I guess I can imagine how the topology can limit expansion after a certain point. What sort of speedup are we talking about though? Say I have some HPC code that takes a week to run on a purpose built supercomputer. If I threw a bunch of servers together, with the appropriate HW to do RDMA or whatever's needed, how much slower are we talking? 10x slowdown? 100x? I realize that's probably wildly under-specified, I'm just trying to get a sense of the scale of the difference.
I'll give a concrete example. Around 2000 I was running molecular dynamics simulations. Goal is to get the longest trajectory you can in a reasonable time. You can add more processors and speed up the simulation, but at some point, adding more processors doesn't speed things up unless you can speed up the network, because there is some computational barrier you can't cross until the network delivers some data to other nodes (btw this is the same as allreduce in horovod).
I had access to the fastest supercomputer at the time (a T3E with 64 nodes) as well as a small linux cluster.
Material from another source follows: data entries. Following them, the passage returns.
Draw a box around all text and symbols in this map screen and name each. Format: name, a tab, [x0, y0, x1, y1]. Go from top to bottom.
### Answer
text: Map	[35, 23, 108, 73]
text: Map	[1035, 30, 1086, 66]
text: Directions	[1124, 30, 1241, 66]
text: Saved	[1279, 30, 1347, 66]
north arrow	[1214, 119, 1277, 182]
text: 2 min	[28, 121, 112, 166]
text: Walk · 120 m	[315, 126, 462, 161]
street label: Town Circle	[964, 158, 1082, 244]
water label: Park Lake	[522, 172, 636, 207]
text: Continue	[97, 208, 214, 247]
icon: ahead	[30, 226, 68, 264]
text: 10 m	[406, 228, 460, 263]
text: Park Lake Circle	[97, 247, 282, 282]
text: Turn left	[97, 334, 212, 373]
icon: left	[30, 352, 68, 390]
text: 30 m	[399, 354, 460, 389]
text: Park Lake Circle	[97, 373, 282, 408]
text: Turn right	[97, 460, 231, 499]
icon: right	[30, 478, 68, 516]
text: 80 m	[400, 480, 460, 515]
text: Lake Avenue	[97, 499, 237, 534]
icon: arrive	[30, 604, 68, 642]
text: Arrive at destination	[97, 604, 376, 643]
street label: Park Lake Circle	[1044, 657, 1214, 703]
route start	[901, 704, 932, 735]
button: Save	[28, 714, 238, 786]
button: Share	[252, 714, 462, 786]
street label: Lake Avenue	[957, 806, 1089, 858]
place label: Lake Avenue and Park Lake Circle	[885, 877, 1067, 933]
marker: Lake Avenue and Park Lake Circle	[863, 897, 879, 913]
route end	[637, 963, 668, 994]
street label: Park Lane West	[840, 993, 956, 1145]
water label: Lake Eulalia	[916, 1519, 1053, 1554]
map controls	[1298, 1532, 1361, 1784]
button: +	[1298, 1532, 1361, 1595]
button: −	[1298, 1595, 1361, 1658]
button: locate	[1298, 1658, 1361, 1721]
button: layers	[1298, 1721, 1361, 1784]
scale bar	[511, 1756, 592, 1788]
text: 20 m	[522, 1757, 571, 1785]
The speedups I saw on the super computer were: 60X for 64 nodes. The speedups I saw on my linux cluster were: 4X for 8 nodes. All the problems were due to the slow network (10Mbit ethernet with TCP) and congestion (allreduce hammers the network). However, I didn't have to wait a week for my job to start running, and I could add more nodes and run different jobs in parallel.
I concluded that, unless I had an MD jhob that couldn't fit in the linux cluster, it was always better to use the linux cluster instead of the supercomputer.
It really depends a lot on the simulation and how much you can adjust your system to run faster on smaller machines.